I was never able to film satisfactory footage of Marla Olmstead painting. When I wasn't around, she completed remarkable canvases larger than herself, with sweeping paint splashes and elaborate flourishes. But every time I tried to film her painting, Marla was distracted or unwilling.
At first, it made sense to me that a four-year-old wouldn't slip into a creative reverie with a group of strange adults gathered around her. Was my documentary crew interrupting the very process it was supposed to be capturing? Or was something more sinister going on? And how should I depict the Olmstead family if I didn't know for sure whether Marla did the paintings? I had 100 hours of tape I needed to cull down into a 90-minute film. The inclusion of a possibly cagey facial expression, the exclusion of a peculiar off camera aside, these cuts would point my audience toward conclusions, and these conclusions would have real world consequences for the Olmsteads. What should guide my editorial decision making process? And further, after six months of visits with this little girl and her family, was I really evaluating these questions with sober journalistic detachment, or was my perspective colored by my feelings of friendship -- or, for that matter, my desire to make a dramatic movie?

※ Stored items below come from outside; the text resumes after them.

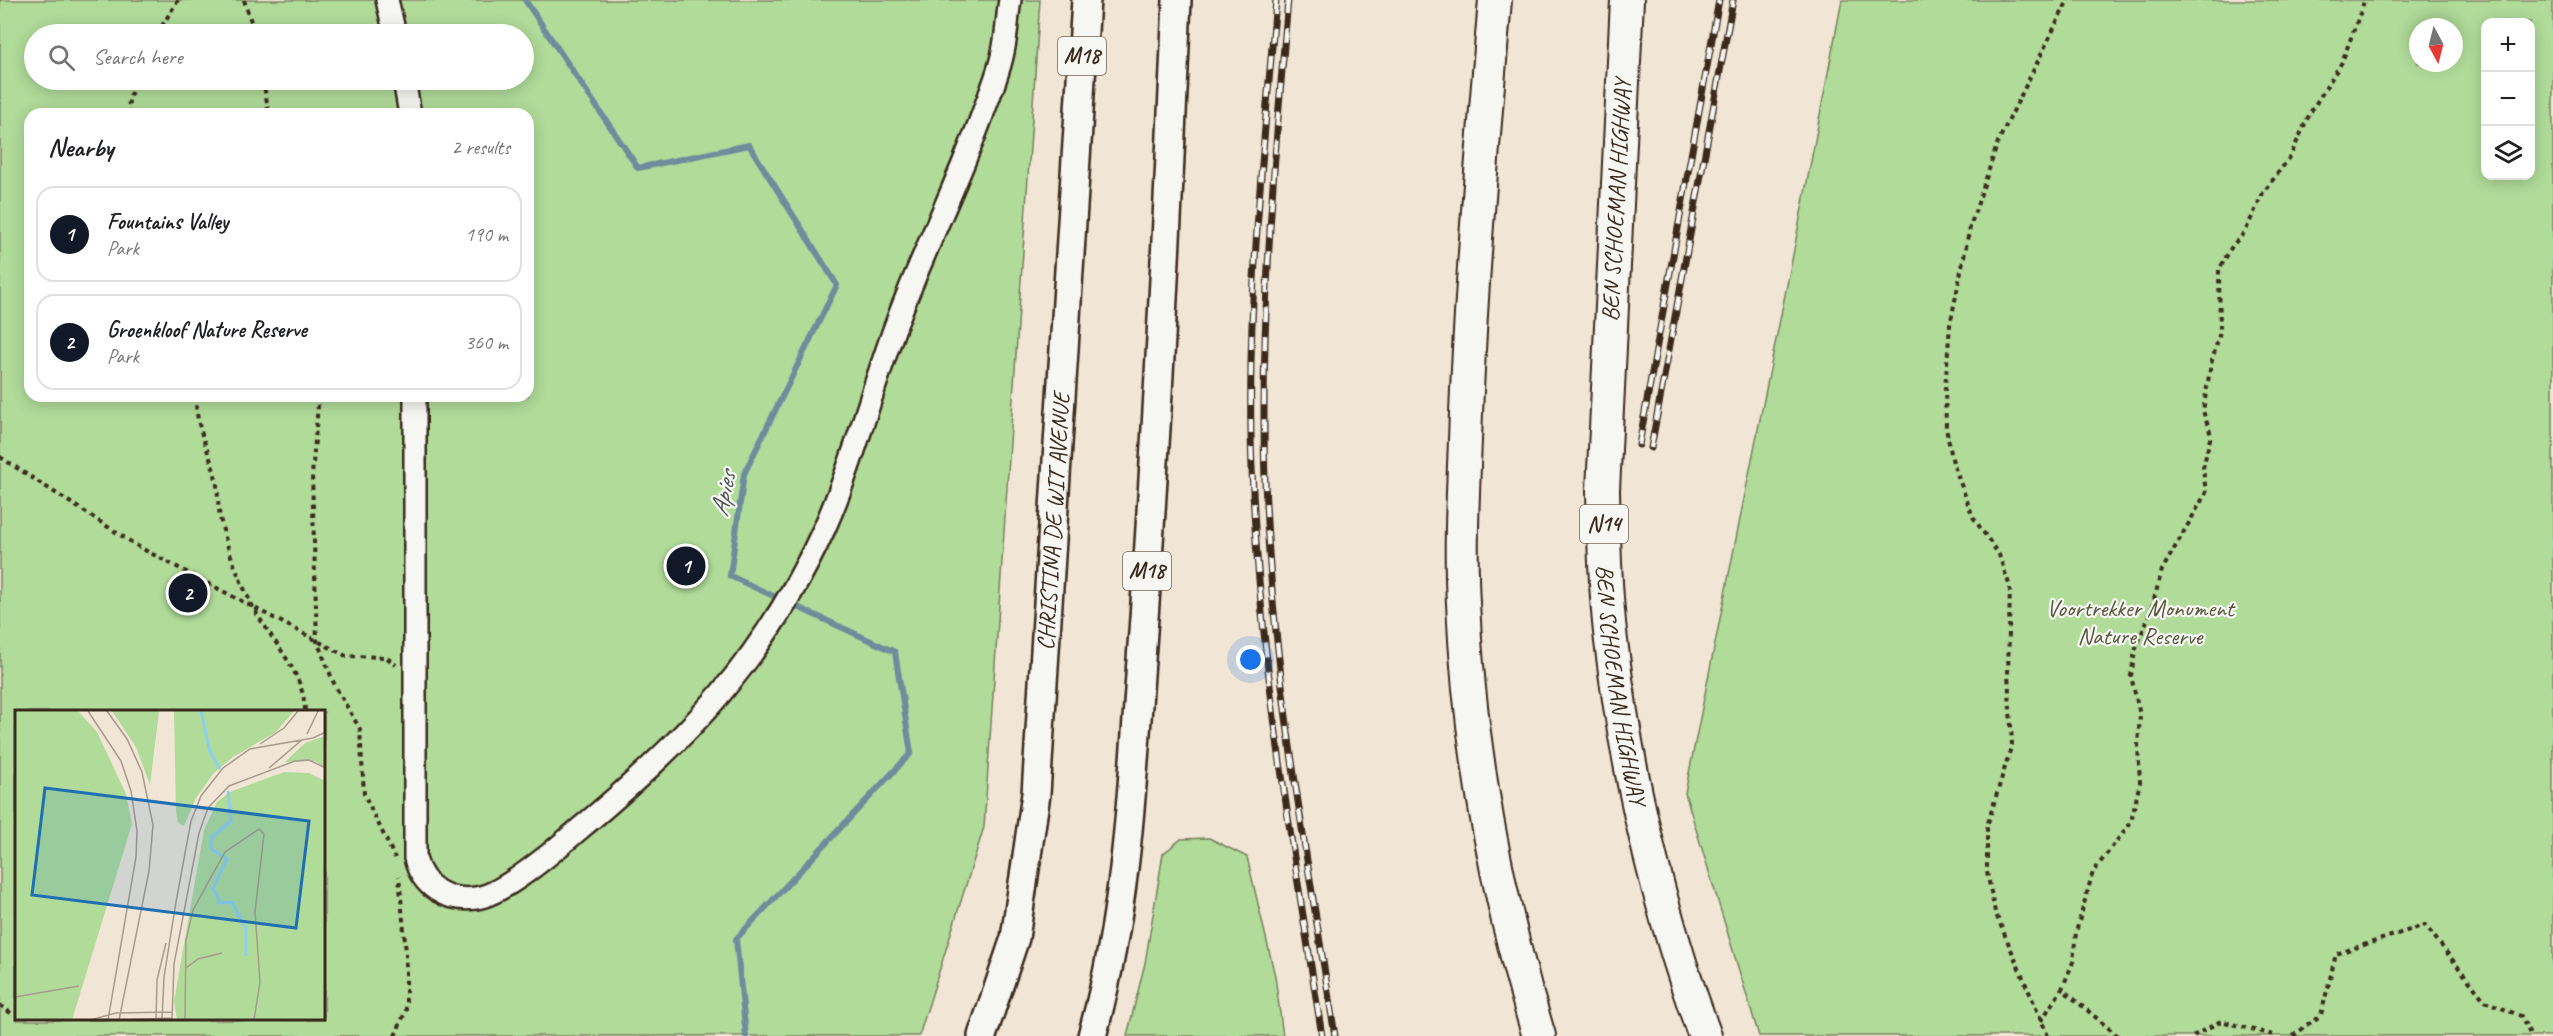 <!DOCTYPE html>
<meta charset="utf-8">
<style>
body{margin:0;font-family:Caveat,sans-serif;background:#f2f2f2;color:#202124}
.controls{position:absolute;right:18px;top:18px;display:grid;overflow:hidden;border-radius:12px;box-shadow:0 3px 15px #0003}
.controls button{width:54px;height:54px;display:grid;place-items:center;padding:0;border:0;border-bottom:2px solid #e0e0e0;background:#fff;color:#202124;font:30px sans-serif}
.compass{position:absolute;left:2409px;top:18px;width:54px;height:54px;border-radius:50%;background:#fff;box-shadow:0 3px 15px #0003;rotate:173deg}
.you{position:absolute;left:1251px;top:660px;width:21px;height:21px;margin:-15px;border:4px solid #fff;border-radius:50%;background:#1a73e8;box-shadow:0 0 0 9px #1a73e833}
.badge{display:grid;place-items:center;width:39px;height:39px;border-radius:50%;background:#111827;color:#fff;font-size:20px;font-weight:700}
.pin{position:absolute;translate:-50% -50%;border:3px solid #fff;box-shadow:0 2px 6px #0006}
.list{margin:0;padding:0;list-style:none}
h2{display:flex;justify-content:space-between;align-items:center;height:78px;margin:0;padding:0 24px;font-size:26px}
h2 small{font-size:20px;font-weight:400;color:#757577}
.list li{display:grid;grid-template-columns:39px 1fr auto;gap:18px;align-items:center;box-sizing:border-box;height:96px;margin:0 12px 12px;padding:0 12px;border:2px solid #e0e0e0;border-radius:18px}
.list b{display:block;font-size:22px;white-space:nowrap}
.list p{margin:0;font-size:20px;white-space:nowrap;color:#757577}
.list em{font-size:20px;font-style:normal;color:#757577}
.icon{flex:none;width:33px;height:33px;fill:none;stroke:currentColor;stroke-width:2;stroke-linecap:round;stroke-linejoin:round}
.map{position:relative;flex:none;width:2553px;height:1036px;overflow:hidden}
.search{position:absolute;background:#fff;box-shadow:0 3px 15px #0003;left:24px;top:24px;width:510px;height:66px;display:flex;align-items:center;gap:15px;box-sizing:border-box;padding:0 21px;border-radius:33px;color:#757577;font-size:22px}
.panel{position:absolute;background:#fff;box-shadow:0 3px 15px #0003;left:24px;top:108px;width:510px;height:294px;border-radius:18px}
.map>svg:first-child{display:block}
.green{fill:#b0db99;stroke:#76825c;stroke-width:1.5;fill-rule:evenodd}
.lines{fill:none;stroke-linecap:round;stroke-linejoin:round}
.stream{stroke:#6d8d9c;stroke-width:6}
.minor-casing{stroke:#3b2a1e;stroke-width:26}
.major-casing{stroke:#3b2a1e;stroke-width:32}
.highway-casing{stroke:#3b2a1e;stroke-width:36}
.path{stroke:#3b2a1e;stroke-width:4;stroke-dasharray:4.5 4.5;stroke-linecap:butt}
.minor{stroke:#f6f6f2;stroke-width:21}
.major{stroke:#f6f6f2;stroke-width:27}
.highway{stroke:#f6f6f2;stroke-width:32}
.rail-casing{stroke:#3b2a1e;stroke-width:7}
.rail{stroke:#f6f6f2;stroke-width:4.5;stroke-dasharray:14;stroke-linecap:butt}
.labels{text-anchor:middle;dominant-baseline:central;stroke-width:4.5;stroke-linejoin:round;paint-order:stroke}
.shield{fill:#f6f6f2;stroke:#73675e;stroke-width:1.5}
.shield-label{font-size:22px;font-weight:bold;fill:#3b2a1e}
.street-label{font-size:24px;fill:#3b2a1e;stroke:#f6f6f2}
.park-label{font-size:24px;fill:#58563d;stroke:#f6f6f2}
.water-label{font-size:26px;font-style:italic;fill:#505352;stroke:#f6f6f2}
.inset-river{fill:none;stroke:#8ecff0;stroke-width:3}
.inset-road{fill:none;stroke:#a89a8c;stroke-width:1.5}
.view{fill:#1f6fb2;fill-opacity:0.15;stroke:#1f6fb2;stroke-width:3}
.inset-edge{fill:none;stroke:#3b2a1e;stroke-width:3}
</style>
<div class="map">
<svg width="2553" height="1036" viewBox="0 0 2553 1036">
<rect width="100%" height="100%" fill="#f1e5d6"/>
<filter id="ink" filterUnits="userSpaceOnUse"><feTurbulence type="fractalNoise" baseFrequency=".0167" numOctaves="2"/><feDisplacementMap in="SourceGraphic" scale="12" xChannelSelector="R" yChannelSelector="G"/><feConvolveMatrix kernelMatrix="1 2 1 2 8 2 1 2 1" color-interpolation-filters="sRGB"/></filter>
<g filter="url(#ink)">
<g class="green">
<path d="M0,0h1040l-56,827 -65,209h-919zM34,34h490v46h-490zM30,114h498v282h-498zM16,712h308v308h-308z"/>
<path d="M1842,0h711v1036h-794l-74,-243 108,-538zM2530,22v154h-44v-154zM2418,27h36v36h-36z"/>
<path d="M1209,838l38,19 28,119 8,60h-156l18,-73 18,-109 18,-15z"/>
</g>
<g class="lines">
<path class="stream" d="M525,0l113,168 111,-23 88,140 -93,189 -14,102 165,76 16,101 -175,186 10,97"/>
<g class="minor-casing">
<g id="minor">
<path d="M387,0l8,34"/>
<path d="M404,80l6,34"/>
<path d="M415,396v462c7,29 32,44 61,40 27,-3 79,-48 101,-67 110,-91 188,-172 248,-304 32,-73 50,-152 80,-226 25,-63 55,-124 78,-188 7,-20 16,-40 20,-61 4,-17 4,-35 7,-52"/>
</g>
</g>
<g class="major-casing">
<g id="major">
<path id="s1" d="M982,1036l33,-98 21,-144 50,-794"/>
<path d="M1092,1036c37,-132 41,-268 51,-404 15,-210 25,-421 34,-632"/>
</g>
</g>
<g class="highway-casing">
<g id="highway">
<path d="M1495,0c-12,146 -25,293 -30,440 -2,54 -5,109 -2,163 6,144 34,294 76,433"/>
<path id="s2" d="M1627,0l-24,490c1,50 2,101 8,151 16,133 48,269 94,395"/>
</g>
</g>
<g class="path">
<path d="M244,0l11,34"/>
<path d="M157,34l21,-34"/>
<path d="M263,80l6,34"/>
<path d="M128,114l1,-15 7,-19"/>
<path d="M196,396c-1,30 12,51 19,79 4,14 2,28 5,42 5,27 20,65 33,90 18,34 52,65 52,105"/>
<path d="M316,396l2,9 -6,70 5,166 18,45 25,43 4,65 31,64"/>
<path d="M0,457l139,90 207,109 40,1 10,8"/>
<path d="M0,1005l12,9h4"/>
<path d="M2041,1021l21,-32"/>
<path d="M395,1036l11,-26v-57l-7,-77"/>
<path d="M2048,1036l-53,-124 -8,-40v-46l25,-82 -4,-70 2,-87 -11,-32 -26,-38 -20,-54 -7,-35 -1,-39 5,-64 20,-98 28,-85 70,-142"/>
<path d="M2118,1036l-56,-47 11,-27 3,-30 17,-60 38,-50 9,-40 -2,-36 2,-31 -9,-39 4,-25 17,-44 10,-37 44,-77 -3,-25 8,-33 -8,-24 8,-47 9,-32 -1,-62 13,-24 13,-14 18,-39 27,-36 20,-44 32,-51 23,-62"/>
<path d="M2193,1036l28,-15 56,15"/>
<path d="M2293,1036l28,-21 15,-61 89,-29 60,76 36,15 10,20"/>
</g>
<use href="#minor" class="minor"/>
<use href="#major" class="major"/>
<use href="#highway" class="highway"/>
<g class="rail-casing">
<g id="rail">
<path d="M1276,0c-12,144 -28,288 -25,434 4,203 40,402 71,602"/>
<path d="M1288,0c-14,160 -28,320 -23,481 7,186 41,371 70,555"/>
<path d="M1639,445l80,-445"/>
<path d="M1651,448l82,-448"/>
</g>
</g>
<use href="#rail" class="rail"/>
</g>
</g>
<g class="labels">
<g class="shield">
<rect x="1058" y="37" width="48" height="38" rx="4.5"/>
<rect x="1580" y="505" width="48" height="38" rx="4.5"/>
<rect x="1123" y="552" width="48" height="38" rx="4.5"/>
</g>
<g class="shield-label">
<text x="1082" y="56">M18</text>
<text x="1604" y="524">N14</text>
<text x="1147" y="571">M18</text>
</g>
<g class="street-label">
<text transform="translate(1616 200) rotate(-87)">BEN SCHOEMAN HIGHWAY</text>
<text stroke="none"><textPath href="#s1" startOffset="522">CHRISTINA DE WIT AVENUE</textPath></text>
<text stroke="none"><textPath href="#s2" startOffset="687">BEN SCHOEMAN HIGHWAY</textPath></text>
</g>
<g class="park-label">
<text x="2140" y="608">Voortrekker Monument<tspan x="2140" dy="28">Nature Reserve</tspan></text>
</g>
<g class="water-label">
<text transform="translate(723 494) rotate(-79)">Apies</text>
</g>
</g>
<g transform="translate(15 710)">
<rect width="310" height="310" fill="#f1e5d6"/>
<path d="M0,1h63l19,21 29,62 6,30 -60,196h-57zM97,1h47l-9,74 -14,-38zM159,1h120l-18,21 -43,25 -20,17 -17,24 -12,28 -6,-3 -2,-12zM310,26v31l-10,-6 -30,1 20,-19zM269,62l25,1 16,8v239h-148l-3,-19 30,-171 13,-28 13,-10z" fill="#b0db99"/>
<path class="inset-river" d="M186,1l9,41 10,17M213,81l3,30 -20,17v11l16,10 -14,29 7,15 12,-1 14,27v27"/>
<path class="inset-road" d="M73,1l33,50 10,30 6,40 -1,26 -28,163M92,1l20,28 15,33 11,53 -4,46 -30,149M292,24l11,-23M245,34l24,-16 14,-17M254,58l34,-29M171,258l12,-9 24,-6M0,287l64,-11M75,310l26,-7 56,-1M106,310l51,-2M141,310l1,-40 9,-37M147,310l2,-43 12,-75 15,-81 10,-25 22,-28 27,-19 63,-11 13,-6M157,310l2,-56 25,-131 9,-25 21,-22 66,-25 14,-1 17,8M170,310l1,-80 7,-30 32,-58 34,-23 5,5 -9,78 5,70 -6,38"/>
<path class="view" d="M30,78l264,33 -13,107 -264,-33z"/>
<rect width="310" height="310" class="inset-edge"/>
</g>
</svg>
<div class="controls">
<button>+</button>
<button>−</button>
<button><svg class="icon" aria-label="layers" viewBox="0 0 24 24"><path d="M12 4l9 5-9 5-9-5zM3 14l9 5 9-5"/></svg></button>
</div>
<svg class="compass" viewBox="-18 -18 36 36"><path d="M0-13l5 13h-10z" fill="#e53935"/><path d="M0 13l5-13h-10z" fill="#757577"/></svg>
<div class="you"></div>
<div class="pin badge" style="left:686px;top:566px">1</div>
<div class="pin badge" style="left:188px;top:593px">2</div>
<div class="search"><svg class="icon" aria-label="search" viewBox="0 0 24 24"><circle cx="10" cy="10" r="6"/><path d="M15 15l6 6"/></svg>Search here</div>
<section class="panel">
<h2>Nearby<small>2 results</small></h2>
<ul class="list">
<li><span class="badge">1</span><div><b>Fountains Valley</b><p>Park</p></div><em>190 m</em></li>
<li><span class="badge">2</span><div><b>Groenkloof Nature Reserve</b><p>Park</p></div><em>360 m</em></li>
</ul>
</section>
</div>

The recent and unprecedented popularity of non-fiction films has led many to call this a "golden age" for documentaries. The cinema-going public has discovered that a theatrical documentary shares what we like and expect from scripted films; a three act dramatic arc and larger than life characters -- with the extra voyeuristic enjoyment of "real life." The documentary screen appears to us a lot like the picture frame must have seemed to audiences of representational paintings one hundred years ago: a window into another reality.
But is the screen really a window, and are the things it seems to show us the real world, or constructions? The more I struggled with my own "canvas," the more truthful it felt to draw attention, at least in a small way, to the act of depicting itself. To pretend
My Kid Could Paint That
is simply a window into the life of a family would be like pretending that a painted mountain was a mountain, and a painted figure a person.
Maybe Jackson Pollock was on to something after all.